Candidats, salariés demandant l'organisation des élections professionnelles ou titulaires de mandats représentatifs, tous bénéficient d'un statut protecteur. Dès lors que l'employeur en est informé, le licenciement ne peut intervenir qu'après autorisation de l'Inspection du travail. Cette protection s'étend-elle aux IRP instaurées par accord collectif ? |
Rubrique en collaboration avec les Editions TISSOT |
Le statut protecteur des IRP conventionnelles
Lorsqu'un salarié bénéficie d'un statut protecteur, le licenciement est conditionné à l'autorisation préalable de l'Inspection du travail.
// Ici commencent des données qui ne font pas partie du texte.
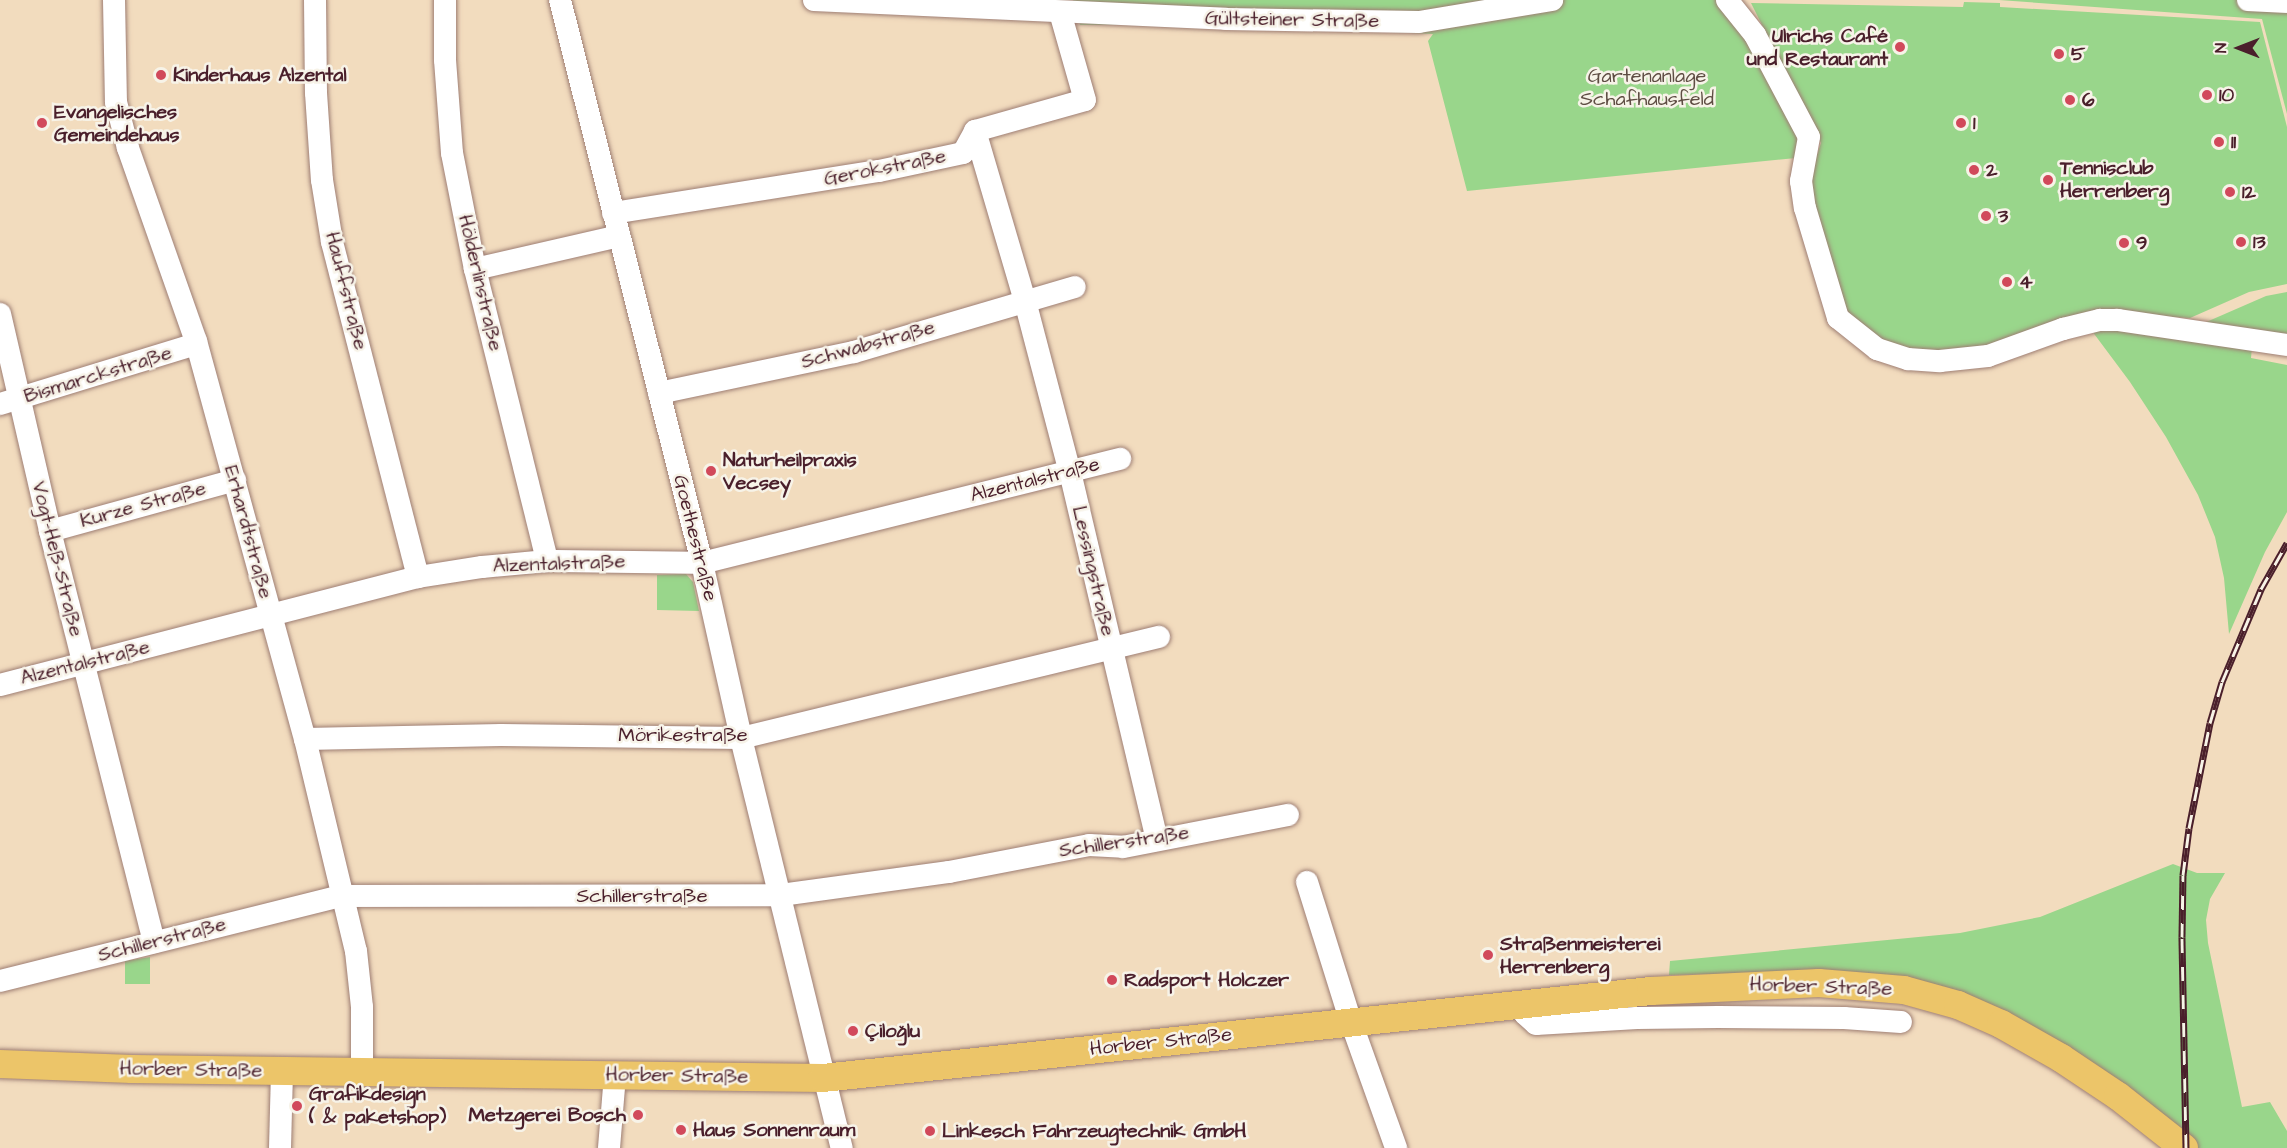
<!DOCTYPE html>
<meta charset="utf-8">
<style>
body{margin:0}
#map{position:relative;width:2287px;height:1148px;overflow:hidden;background:#f2dcbe;font-family:"Architects Daughter",sans-serif}
div>[style]{position:absolute}
.green>*{inset:0;background:#99d68b}
.roads{filter:drop-shadow(0 0 2px #9e7e74) drop-shadow(0 0 2px #9e7e74)}
.minor>*{height:22px;margin:-11px;padding:0 11px;transform-origin:11px;border-radius:11px;background:#fff}
.major>*{height:28px;margin:-14px;padding:0 14px;transform-origin:14px;border-radius:14px;background:#ecc569}
.rail>*{height:7px;margin-top:-3.5px;transform-origin:0;background:repeating-linear-gradient(90deg,#f7f3e8 0 14px,#4a1f2b 0 28px);box-sizing:border-box;border-block:2px solid #4a1f2b}
.dots>*{width:16px;height:16px;translate:-50% -50%;box-sizing:border-box;border:3px solid #f7f3e8;border-radius:50%}
span{translate:-50% -50%;white-space:nowrap;text-align:center;line-height:1.15;-webkit-text-stroke:5px #f7f3e8;paint-order:stroke}
.street-label{font-size:20px;color:#4a1f2b}
.poi-label{font-size:20px;color:#4a1f2b;font-weight:700}
.right{translate:-100% -50%;text-align:right}
.left{translate:0 -50%;text-align:left}
.park-label{font-size:20px;color:#5e4d43}
.north{position:absolute;left:2209px;top:18px;width:60px;height:60px;-webkit-text-stroke:4px #f7f3e8;paint-order:stroke;rotate:270deg;font-size:16px;font-weight:700;line-height:24px;text-align:center;color:#4a1f2b}
.north::after{content:'';display:block;margin:auto;width:21px;height:27px;background:#4a1f2b;clip-path:polygon(50% 0,100% 100%,50% 72%,0 100%)}
</style>
<div id="map">
<div class="green">
<i style="clip-path:polygon(1073px 0,1741px 0,1817px 143px,1796px 158px,1467px 191px,1428px 41px,1433px 34px,1233px 25px,1080px 25px)"></i>
<i style="clip-path:polygon(1999px 0,2287px 0,2287px 114px,2262px 19px)"></i>
<i style="clip-path:polygon(1964px 2px,2000px 3px,2000px 7px,2260px 22px,2287px 127px,2287px 284px,2249px 292px,2190px 318px,2103px 313px,1982px 349px,1916px 356px,1882px 343px,1845px 317px,1807px 185px,1821px 143px,1751px 3px,1963px 7px)"></i>
<i style="clip-path:polygon(2287px 292px,2287px 339px,2204px 323px,2266px 296px)"></i>
<i style="clip-path:polygon(2089px 327px,2252px 347px,2251px 358px,2287px 365px,2287px 512px,2265px 552px,2229px 634px,2224px 578px,2215px 537px,2198px 495px,2166px 437px,2130px 382px)"></i>
<i style="clip-path:polygon(686px 574px,693px 582px,699px 611px,657px 610px,657px 575px)"></i>
<i style="clip-path:polygon(2173px 864px,2197px 873px,2225px 873px,2210px 899px,2206px 920px,2208px 943px,2242px 1107px,2270px 1102px,2287px 1131px,2287px 1148px,2162px 1148px,2058px 1064px,1997px 1029px,1843px 972px,1669px 975px,1670px 961px,1960px 933px,2040px 917px)"></i>
<i style="clip-path:polygon(150px 957px,150px 984px,125px 984px,125px 961px)"></i>
</div>
<div class="roads">
<div class="minor">
<i style="left:114px;top:0;width:102px;rotate:88.9deg"></i>
<i style="left:116px;top:102px;width:48px;rotate:75.4deg"></i>
<i style="left:128px;top:148px;width:205px;rotate:70.6deg"></i>
<i style="left:196px;top:341px;width:413px;rotate:74.7deg"></i>
<i style="left:305px;top:739px;width:218px;rotate:76.5deg"></i>
<i style="left:356px;top:951px;width:56px;rotate:83.9deg"></i>
<i style="left:362px;top:1007px;width:64px;rotate:90deg"></i>
<i style="left:315px;top:0;width:93px;rotate:89.4deg"></i>
<i style="left:316px;top:93px;width:87px;rotate:86.1deg"></i>
<i style="left:322px;top:180px;width:63px;rotate:80.8deg"></i>
<i style="left:332px;top:242px;width:346px;rotate:75.6deg"></i>
<i style="left:445px;top:0;width:60px;rotate:90deg"></i>
<i style="left:445px;top:60px;width:93px;rotate:85.7deg"></i>
<i style="left:452px;top:153px;width:118px;rotate:78.8deg"></i>
<i style="left:475px;top:269px;width:301px;rotate:76.1deg"></i>
<i style="left:560px;top:0;width:581px;rotate:75.84deg"></i>
<i style="left:702px;top:563px;width:179px;rotate:77.4deg"></i>
<i style="left:741px;top:738px;width:422px;rotate:76.2deg"></i>
<i style="left:814px;top:0;width:412px;rotate:2.6deg"></i>
<i style="left:1226px;top:19px;width:193px;rotate:0.9deg"></i>
<i style="left:1419px;top:22px;width:135px;rotate:-9.4deg"></i>
<i style="left:1727px;top:0;width:45px;rotate:51.3deg"></i>
<i style="left:1755px;top:35px;width:115px;rotate:62.1deg"></i>
<i style="left:1809px;top:137px;width:45px;rotate:100.3deg"></i>
<i style="left:1801px;top:181px;width:27px;rotate:82deg"></i>
<i style="left:1805px;top:208px;width:115px;rotate:73.3deg"></i>
<i style="left:1838px;top:318px;width:50px;rotate:38.5deg"></i>
<i style="left:1877px;top:349px;width:33px;rotate:18deg"></i>
<i style="left:1908px;top:359px;width:32px;rotate:4deg"></i>
<i style="left:1940px;top:361px;width:48px;rotate:-5.9deg"></i>
<i style="left:1988px;top:356px;width:80px;rotate:-19.8deg"></i>
<i style="left:2063px;top:329px;width:38px;rotate:-14deg"></i>
<i style="left:2100px;top:320px;width:18px"></i>
<i style="left:2118px;top:320px;width:171px;rotate:8.4deg"></i>
<i style="left:2248px;top:0;width:39px;rotate:3deg"></i>
<i style="left:975px;top:131px;width:177px;rotate:73.6deg"></i>
<i style="left:1025px;top:301px;width:177px;rotate:75.3deg"></i>
<i style="left:1070px;top:472px;width:378px;rotate:76.7deg"></i>
<i style="left:613px;top:213px;width:269px;rotate:-9deg"></i>
<i style="left:879px;top:171px;width:86px;rotate:-12.1deg"></i>
<i style="left:963px;top:153px;width:25px;rotate:-61deg"></i>
<i style="left:975px;top:131px;width:114px;rotate:-15.7deg"></i>
<i style="left:1085px;top:100px;width:91px;rotate:-105.9deg"></i>
<i style="left:475px;top:269px;width:148px;rotate:-12.9deg"></i>
<i style="left:0;top:314px;width:223px;rotate:77deg"></i>
<i style="left:50px;top:531px;width:424px;rotate:75.8deg"></i>
<i style="left:659px;top:393px;width:199px;rotate:-11.9deg"></i>
<i style="left:854px;top:352px;width:230px;rotate:-16.4deg"></i>
<i style="left:0;top:404px;width:205px;rotate:-17deg"></i>
<i style="left:50px;top:531px;width:192px;rotate:-15.4deg"></i>
<i style="left:0;top:685px;width:432px;rotate:-14.5deg"></i>
<i style="left:418px;top:577px;width:65px;rotate:-8.9deg"></i>
<i style="left:482px;top:567px;width:65px;rotate:-5.3deg"></i>
<i style="left:547px;top:561px;width:155px;rotate:0.7deg"></i>
<i style="left:702px;top:563px;width:431px;rotate:-14deg"></i>
<i style="left:305px;top:739px;width:196px;rotate:-1.2deg"></i>
<i style="left:501px;top:735px;width:240px;rotate:0.7deg"></i>
<i style="left:741px;top:738px;width:430px;rotate:-13.6deg"></i>
<i style="left:1307px;top:882px;width:147px;rotate:72.6deg"></i>
<i style="left:1351px;top:1022px;width:134px;rotate:70.3deg"></i>
<i style="left:0;top:981px;width:352px;rotate:-14deg"></i>
<i style="left:342px;top:896px;width:439px;rotate:-0.1deg"></i>
<i style="left:781px;top:895px;width:170px;rotate:-7.8deg"></i>
<i style="left:949px;top:872px;width:143px;rotate:-10.9deg"></i>
<i style="left:1089px;top:845px;width:34px;rotate:3deg"></i>
<i style="left:1123px;top:847px;width:168px;rotate:-11deg"></i>
<i style="left:1522px;top:1003px;width:11px;rotate:75deg"></i>
<i style="left:1525px;top:1014px;width:15px;rotate:42deg"></i>
<i style="left:1536px;top:1024px;width:101px;rotate:-3.4deg"></i>
<i style="left:1637px;top:1018px;width:81px;rotate:-0.7deg"></i>
<i style="left:1718px;top:1017px;width:126px;rotate:0.5deg"></i>
<i style="left:1844px;top:1018px;width:57px;rotate:4deg"></i>
<i style="left:280px;top:1148px;width:77px;rotate:-88.5deg"></i>
<i style="left:609px;top:1148px;width:73px;rotate:-85.3deg"></i>
</div>
<div class="major">
<i style="left:0;top:1064px;width:132px;rotate:2.2deg"></i>
<i style="left:132px;top:1069px;width:691px;rotate:0.75deg"></i>
<i style="left:823px;top:1078px;width:833px;rotate:-6deg"></i>
<i style="left:1651px;top:991px;width:168px;rotate:-2.7deg"></i>
<i style="left:1819px;top:983px;width:85px;rotate:4.7deg"></i>
<i style="left:1904px;top:990px;width:56px;rotate:15.5deg"></i>
<i style="left:1958px;top:1005px;width:47px;rotate:23.8deg"></i>
<i style="left:2001px;top:1024px;width:69px;rotate:29.5deg"></i>
<i style="left:2061px;top:1058px;width:69px;rotate:33.7deg"></i>
<i style="left:2118px;top:1096px;width:84px;rotate:38.2deg"></i>
</div>
</div>
<div class="rail">
<i style="left:2186px;top:1148px;width:211px;rotate:-91.1deg"></i>
<i style="left:2182px;top:937px;width:62px;rotate:-89.1deg"></i>
<i style="left:2183px;top:875px;width:47px;rotate:-82.7deg"></i>
<i style="left:2189px;top:828px;width:107px;rotate:-78.7deg"></i>
<i style="left:2210px;top:723px;width:43px;rotate:-73.7deg"></i>
<i style="left:2222px;top:682px;width:101px;rotate:-67.2deg"></i>
<i style="left:2261px;top:589px;width:53px;rotate:-60.5deg"></i>
</div>
<div class="dots">
<i style="left:1900px;top:47px;background:#d1495b"></i>
<i style="left:2059px;top:54px;background:#d1495b"></i>
<i style="left:161px;top:75px;background:#d1495b"></i>
<i style="left:2207px;top:95px;background:#d1495b"></i>
<i style="left:2070px;top:100px;background:#d1495b"></i>
<i style="left:42px;top:123px;background:#d1495b"></i>
<i style="left:1961px;top:123px;background:#d1495b"></i>
<i style="left:2219px;top:142px;background:#d1495b"></i>
<i style="left:1974px;top:170px;background:#d1495b"></i>
<i style="left:2048px;top:180px;background:#d1495b"></i>
<i style="left:2230px;top:192px;background:#d1495b"></i>
<i style="left:1986px;top:216px;background:#d1495b"></i>
<i style="left:2241px;top:242px;background:#d1495b"></i>
<i style="left:2124px;top:243px;background:#d1495b"></i>
<i style="left:2007px;top:282px;background:#d1495b"></i>
<i style="left:711px;top:471px;background:#d1495b"></i>
<i style="left:1488px;top:955px;background:#d1495b"></i>
<i style="left:1112px;top:980px;background:#d1495b"></i>
<i style="left:853px;top:1031px;background:#d1495b"></i>
<i style="left:297px;top:1106px;background:#d1495b"></i>
<i style="left:638px;top:1115px;background:#d1495b"></i>
<i style="left:681px;top:1130px;background:#d1495b"></i>
<i style="left:930px;top:1131px;background:#d1495b"></i>
</div>
<div class="street-label">
<span style="left:1292px;top:20px;rotate:1deg">Gültsteiner Straße</span>
<span style="left:885px;top:168px;rotate:-11deg">Gerokstraße</span>
<span style="left:480px;top:283px;rotate:77deg">Hölderlinstraße</span>
<span style="left:346px;top:291px;rotate:76deg">Hauffstraße</span>
<span style="left:868px;top:345px;rotate:-15deg">Schwabstraße</span>
<span style="left:98px;top:375px;rotate:-17deg">Bismarckstraße</span>
<span style="left:1035px;top:480px;rotate:-14deg">Alzentalstraße</span>
<span style="left:143px;top:505px;rotate:-15deg">Kurze Straße</span>
<span style="left:248px;top:532px;rotate:75deg">Erhardtstraße</span>
<span style="left:695px;top:538px;rotate:76deg">Goethestraße</span>
<span style="left:57px;top:559px;rotate:76deg">Vogt-Heß-Straße</span>
<span style="left:559px;top:564px;rotate:-2deg">Alzentalstraße</span>
<span style="left:1093px;top:571px;rotate:77deg">Lessingstraße</span>
<span style="left:85px;top:663px;rotate:-14deg">Alzentalstraße</span>
<span style="left:683px;top:735px">Mörikestraße</span>
<span style="left:1124px;top:842px;rotate:-8deg">Schillerstraße</span>
<span style="left:642px;top:896px">Schillerstraße</span>
<span style="left:162px;top:940px;rotate:-14deg">Schillerstraße</span>
<span style="left:1821px;top:987px;rotate:2deg">Horber Straße</span>
<span style="left:1161px;top:1042px;rotate:-6deg">Horber Straße</span>
<span style="left:191px;top:1070px;rotate:1deg">Horber Straße</span>
<span style="left:677px;top:1076px;rotate:1deg">Horber Straße</span>
</div>
<div class="poi-label">
<span class="right" style="left:1888px;top:48px">Ulrichs Café<br>und Restaurant</span>
<span class="left" style="left:2071px;top:54px">5</span>
<span class="left" style="left:173px;top:75px">Kinderhaus Alzental</span>
<span class="left" style="left:2219px;top:95px">10</span>
<span class="left" style="left:2082px;top:100px">6</span>
<span class="left" style="left:54px;top:124px">Evangelisches<br>Gemeindehaus</span>
<span class="left" style="left:1973px;top:123px">1</span>
<span class="left" style="left:2231px;top:142px">11</span>
<span class="left" style="left:2060px;top:180px">Tennisclub<br>Herrenberg</span>
<span class="left" style="left:1986px;top:170px">2</span>
<span class="left" style="left:2242px;top:192px">12</span>
<span class="left" style="left:1998px;top:216px">3</span>
<span class="left" style="left:2253px;top:242px">13</span>
<span class="left" style="left:2136px;top:243px">9</span>
<span class="left" style="left:2019px;top:282px">4</span>
<span class="left" style="left:723px;top:472px">Naturheilpraxis<br>Vecsey</span>
<span class="left" style="left:1500px;top:956px">Straßenmeisterei<br>Herrenberg</span>
<span class="left" style="left:1124px;top:980px">Radsport Holczer</span>
<span class="left" style="left:865px;top:1031px">Çiloğlu</span>
<span class="left" style="left:309px;top:1106px">Grafikdesign<br>( &amp; paketshop)</span>
<span class="right" style="left:626px;top:1115px">Metzgerei Bosch</span>
<span class="left" style="left:693px;top:1130px">Haus Sonnenraum</span>
<span class="left" style="left:942px;top:1131px">Linkesch Fahrzeugtechnik GmbH</span>
</div>
<div class="park-label">
<span style="left:1647px;top:88px">Gartenanlage<br>Schafhausfeld</span>
</div>
<div class="north">N</div>
</div>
Il nécessite également, dans certaines situations, la consultation du comité économique et social (CSE).
Cette protection s'étend-elle aux représentants du personnel instaurés par accord collectif ?
Pour rappel, la protection contre le licenciement est étendue au délégué syndical, au membre du CSE et au représentant de proximité, lorsqu'ils sont institués par convention ou accord collectif de travail.
Cette protection s'applique notamment :
● aux représentants du personnel mis en place dans l'entreprise alors que les seuils légaux ne sont pas atteints ;
● aux représentants désignés en nombre supérieur au minimum légal ;
● aux institutions représentatives du personnel autres que celles légalement prévues.
Toutefois, ces dernières doivent, pour que leurs membres bénéficient de la protection spéciale contre le licenciement, être de même nature que celles prévues par le Code du travail, y compris quant au mandat exercé par le salarié.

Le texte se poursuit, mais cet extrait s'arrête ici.